Patent Explained
How Long Does a Patent Last? (And What Happens When It Expires)
December 22, 2025
Most people know patents don't last forever. Few know exactly how long they last, what shortcuts the term, what extends it, and what happens to an invention the day after protection expires.
The answer depends on what type of patent you're talking about.
Utility patents: 20 years from filing
The standard US utility patent lasts 20 years from the application's filing date — not from the date it's granted. This distinction matters. An application filed in 2005 that takes five years to work through the patent office and is granted in 2010 expires in 2025 (20 years from 2005), not 2030.
The effective term of market exclusivity is therefore shorter than 20 years for patents that face long examination periods. This is particularly significant in pharmaceuticals, where drug development timelines mean a drug might reach market with only 8–12 years of patent protection remaining.
Congress addressed this with Patent Term Adjustment (PTA), which adds days back to a patent's term to compensate for USPTO delays. A patent that spent 3 years in prosecution might receive hundreds of days of PTA, effectively extending its expiration.
In pharmaceuticals, an additional tool — the Patent Term Extension (PTE) — can add up to 5 years to compensate for regulatory review time at the FDA. This is why some drug patents effectively last longer than 20 years.
Design patents: 15 years from grant
Design patents — which protect the ornamental appearance of an object rather than its function — last 15 years from the date of grant. (This was changed from 14 years by the Patent Law Treaties Implementation Act of 2012 for patents issued on or after May 13, 2015.)
Unlike utility patents, design patents:
- Are measured from grant date, not filing date
- Require no maintenance fees
- Cannot receive term extensions
Plant patents: 20 years from filing
Plant patents, which protect asexually reproduced distinct and new varieties of plants, follow the same 20-year-from-filing rule as utility patents. They also do not require maintenance fees.
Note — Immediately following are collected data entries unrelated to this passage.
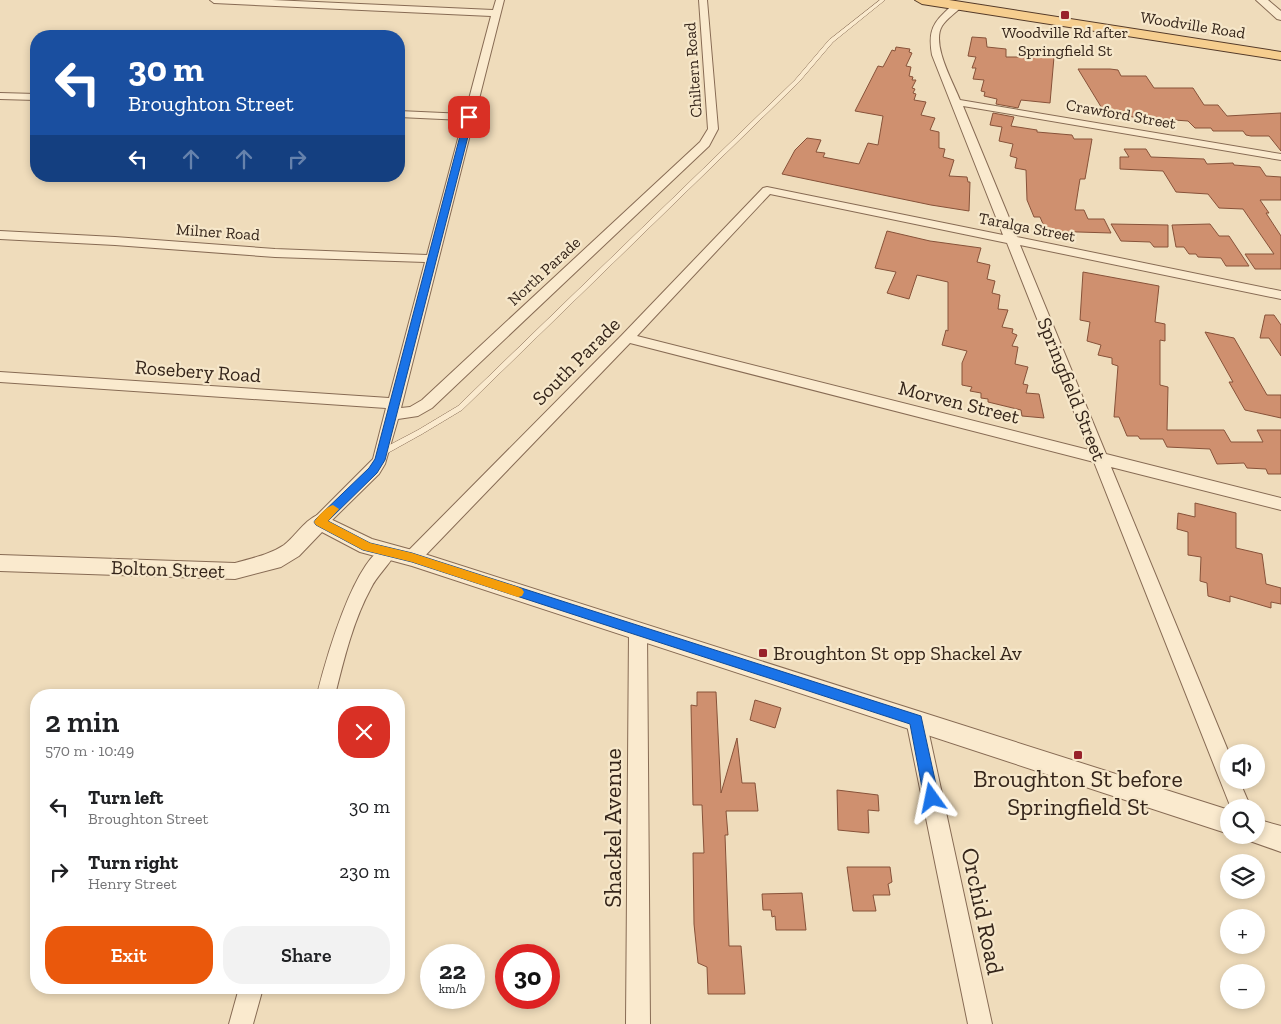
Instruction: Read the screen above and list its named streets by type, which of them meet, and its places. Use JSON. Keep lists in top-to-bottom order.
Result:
{
  "streets": {
    "main road": ["Woodville Road"],
    "street": [
      "Chiltern Road",
      "Crawford Street",
      "Taralga Street",
      "Milner Road",
      "North Parade",
      "South Parade",
      "Rosebery Road",
      "Springfield Street",
      "Morven Street",
      "Bolton Street",
      "Shackel Avenue",
      "Orchid Road"
    ]
  },
  "crossings": [
    ["Woodville Road", "Springfield Street"],
    ["Chiltern Road", "North Parade"],
    ["Crawford Street", "Springfield Street"],
    ["Taralga Street", "South Parade"],
    ["Taralga Street", "Springfield Street"],
    ["North Parade", "Rosebery Road"],
    ["South Parade", "Morven Street"],
    ["Springfield Street", "Morven Street"]
  ],
  "places": {
    "transit": ["Woodville Rd after Springfield St", "Broughton St opp Shackel Av", "Broughton St before Springfield St"]
  },
  "page": {
    "turn": ["30 m", "Broughton Street"],
    "heading": ["2 min", "570 m · 10:49"],
    "map_buttons": ["+", "−"],
    "list": [
      {
        "name": "Turn left",
        "note": "Broughton Street",
        "value": "30 m"
      },
      {
        "name": "Turn right",
        "note": "Henry Street",
        "value": "230 m"
      }
    ],
    "buttons": ["Exit", "Share"],
    "speed": "22 km/h",
    "limit": "30"
  }
}
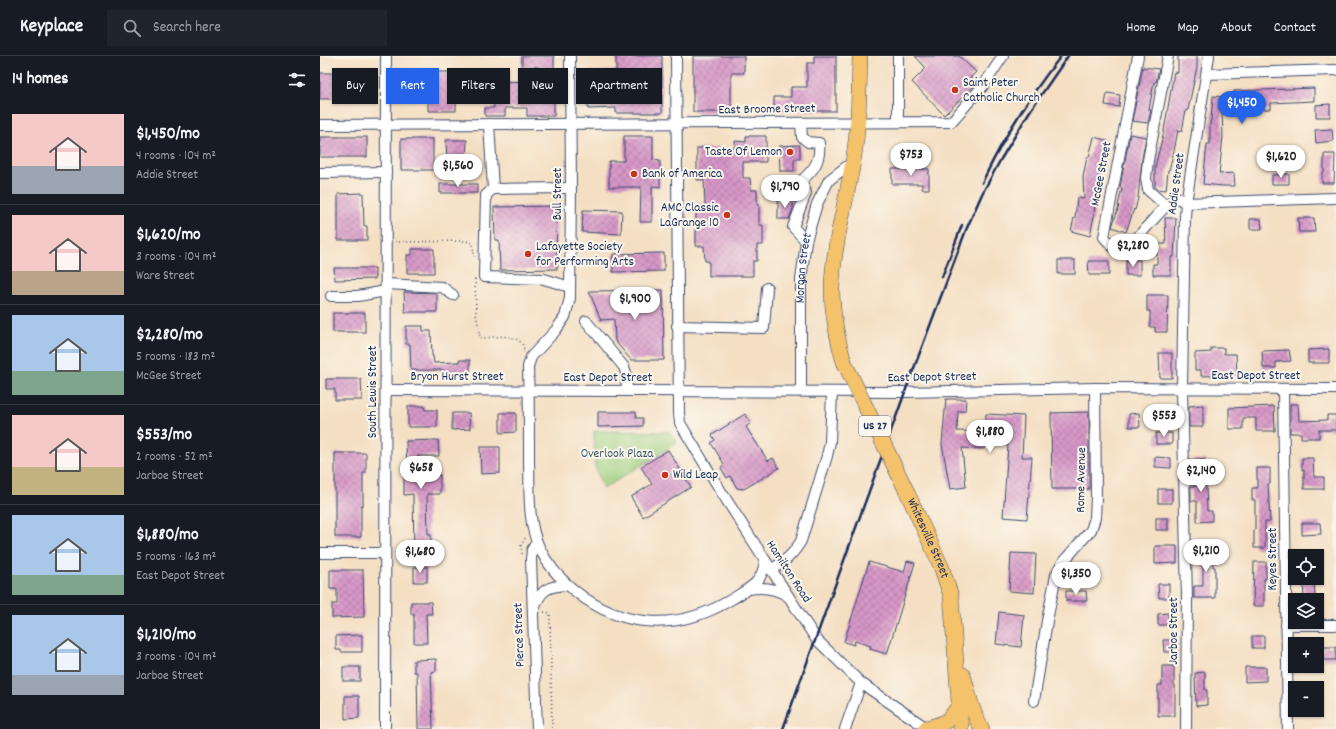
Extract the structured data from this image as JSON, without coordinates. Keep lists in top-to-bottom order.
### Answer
{
  "streets": {
    "highway": ["Morgan Street", "US 27", "Whitesville Street"],
    "street": [
      "East Broome Street",
      "McGee Street",
      "Addie Street",
      "Bull Street",
      "East Depot Street",
      "Bryon Hurst Street",
      "South Lewis Street",
      "Rome Avenue",
      "Keyes Street",
      "Hamilton Road",
      "Jarboe Street",
      "Pierce Street"
    ]
  },
  "crossings": [
    ["East Broome Street", "Bull Street"],
    ["East Broome Street", "Morgan Street"],
    ["East Broome Street", "South Lewis Street"],
    ["East Broome Street", "Hamilton Road"],
    ["Addie Street", "East Depot Street"],
    ["Addie Street", "Jarboe Street"],
    ["Bull Street", "East Depot Street"],
    ["Bull Street", "Bryon Hurst Street"],
    ["Bull Street", "Pierce Street"],
    ["Morgan Street", "East Depot Street"],
    ["Morgan Street", "Whitesville Street"],
    ["East Depot Street", "Bryon Hurst Street"],
    ["East Depot Street", "Rome Avenue"],
    ["East Depot Street", "Keyes Street"],
    ["East Depot Street", "Hamilton Road"],
    ["East Depot Street", "Jarboe Street"],
    ["East Depot Street", "Pierce Street"],
    ["Bryon Hurst Street", "South Lewis Street"],
    ["Bryon Hurst Street", "Pierce Street"],
    ["Hamilton Road", "Pierce Street"]
  ],
  "parks": ["Overlook Plaza"],
  "places": [
    "Saint Peter Catholic Church",
    "Taste Of Lemon",
    "Bank of America",
    "AMC Classic LaGrange 10",
    "Lafayette Society for Performing Arts",
    "Wild Leap"
  ],
  "page": {
    "header": "Keyplace",
    "search": "Search here",
    "nav": [
      "Home",
      "Map",
      "About",
      "Contact"
    ],
    "heading": "14 homes",
    "chip": [
      "Buy",
      "Rent",
      "Filters",
      "New",
      "Apartment"
    ],
    "price": [
      "$1,450",
      "$753",
      "$1,620",
      "$1,560",
      "$1,790",
      "$2,280",
      "$1,900",
      "$553",
      "$1,880",
      "$658",
      "$2,140",
      "$1,210",
      "$1,680",
      "$1,350"
    ],
    "list": [
      {
        "name": "$1,450/mo",
        "note": "4 rooms · 104 m² · Addie Street"
      },
      {
        "name": "$1,620/mo",
        "note": "3 rooms · 104 m² · Ware Street"
      },
      {
        "name": "$2,280/mo",
        "note": "5 rooms · 183 m² · McGee Street"
      },
      {
        "name": "$553/mo",
        "note": "2 rooms · 52 m² · Jarboe Street"
      },
      {
        "name": "$1,880/mo",
        "note": "5 rooms · 163 m² · East Depot Street"
      },
      {
        "name": "$1,210/mo",
        "note": "3 rooms · 104 m² · Jarboe Street"
      }
    ],
    "map_buttons": ["+", "−"]
  }
}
Maintenance fees: the hidden expiration trigger
A utility patent doesn't automatically stay in force until its 20-year expiration. The patent holder must pay maintenance fees at specific intervals:
- 3.5 years after grant: $950 (large entity) / $475 (small entity) / $237.50 (micro entity)
- 7.5 years after grant: $1,950 / $975 / $487.50
- 11.5 years after grant: $3,150 / $1,575 / $787.50
Miss a payment, and the patent lapses. It can sometimes be revived with a petition and surcharge, but there are time limits. Many patents expire early because holders decide the maintenance cost exceeds the value of continued protection.
This is commercially significant. A portfolio of 500 patents might have 50 patents that lapse at the 7.5-year mark because the relevant products have been discontinued. The remaining claims still in force are the ones worth monitoring.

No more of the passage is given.